In March 2024, the Information Commissioner's Office (ICO) confirmed that they were looking into a security breach at the clinic. Speculation that recent patient records had been accessed by an unauthorised member of staff were widespread in the media. At least two senior members of the royal family had been treated at the clinic in 2024. The clinic's website on the subject of personal data, makes clear and confirms we, "only permit access to those with a legitimate power or reason to access your [personal] information". The following day, the clinic issued a statement that if a data breach by staff was found, disciplinary action would follow. A former healthcare worker was cautioned by the ICO after attempting to sell the Princess of Wales’s medical records for financial gain.

==Notable patients==
- Clement Attlee was admitted to the clinic for a prostatectomy in September 1939.
- John F. Kennedy was diagnosed with Addison's disease at the clinic in September 1947.
- Sir Anthony Eden went into the London Clinic for a cholecystectomy in April 1953.
- Adnan Menderes recovered in the London Clinic after being involved in an air crash in February 1959.
- Emma Walton Hamilton was born in the clinic in November 1962.
- Elizabeth Taylor underwent an operation on her knee at the clinic in January 1963.

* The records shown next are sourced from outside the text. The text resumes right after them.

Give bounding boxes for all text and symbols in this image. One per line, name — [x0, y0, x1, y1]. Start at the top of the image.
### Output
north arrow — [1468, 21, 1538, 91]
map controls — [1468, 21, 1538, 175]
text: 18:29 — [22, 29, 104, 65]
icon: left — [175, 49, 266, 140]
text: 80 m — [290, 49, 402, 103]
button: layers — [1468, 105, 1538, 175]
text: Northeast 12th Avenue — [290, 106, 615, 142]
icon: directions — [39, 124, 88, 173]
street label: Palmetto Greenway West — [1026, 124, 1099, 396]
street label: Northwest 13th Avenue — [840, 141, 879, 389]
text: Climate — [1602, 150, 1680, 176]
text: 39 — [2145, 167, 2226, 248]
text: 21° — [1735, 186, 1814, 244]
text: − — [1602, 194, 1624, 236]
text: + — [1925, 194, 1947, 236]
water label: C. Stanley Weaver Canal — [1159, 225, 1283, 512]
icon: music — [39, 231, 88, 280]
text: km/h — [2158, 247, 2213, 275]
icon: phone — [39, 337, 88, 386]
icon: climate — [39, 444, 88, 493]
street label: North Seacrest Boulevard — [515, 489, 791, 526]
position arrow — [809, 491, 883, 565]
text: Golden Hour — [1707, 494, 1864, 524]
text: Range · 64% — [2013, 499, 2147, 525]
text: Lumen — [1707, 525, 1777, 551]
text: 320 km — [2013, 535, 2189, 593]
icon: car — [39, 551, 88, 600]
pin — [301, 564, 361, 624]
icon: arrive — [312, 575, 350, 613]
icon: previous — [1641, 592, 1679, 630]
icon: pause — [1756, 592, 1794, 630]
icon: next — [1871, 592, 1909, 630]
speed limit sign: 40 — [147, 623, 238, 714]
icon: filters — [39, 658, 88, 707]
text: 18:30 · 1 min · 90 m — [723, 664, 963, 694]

- Prince Edward, Duke of Windsor, underwent surgery for a detached retina at the London Clinic in March 1965.
- David Cameron was born at the clinic on 9 October 1966.
- Sir Charles Clore died of cancer in the clinic in July 1979.
- Princess Margaret, Countess of Snowdon, underwent an operation to remove a benign skin lesion in the clinic in January 1980.
- Augusto Pinochet, the former dictator of Chile, was arrested at the London Clinic in October 1998 for crimes against humanity on the basis of an international arrest warrant.
- Long John Baldry was admitted by Rod Stewart to the clinic in 1999 when he developed gout across his body.
- Jeremy Beadle died there on 30 January 2008 of pneumonia.
- Wendy Richard died on 26 February 2009, aged 65, at the clinic where she was being treated for breast cancer.
- Prince Philip, Duke of Edinburgh, was admitted to the clinic for "abdominal investigations" in June 2013.
- Cecil Parkinson died on 22 January 2016, aged 84, at the clinic where he was being treated for cancer of the colon.
- Catherine, Princess of Wales, underwent planned abdominal surgery on 16 January 2024.
- Charles III underwent treatment for an enlarged prostate on 26 January 2024.
- Khaleda Zia, former prime minister of Bangladesh was admitted to the clinic for treatment in January 2025.
- Muhammadu Buhari, former President of Nigeria died at The London Clinic on 13 July 2025.
- Abdulsalami Abubakar, former Head of State of Nigeria was admitted to the clinic in July 2025.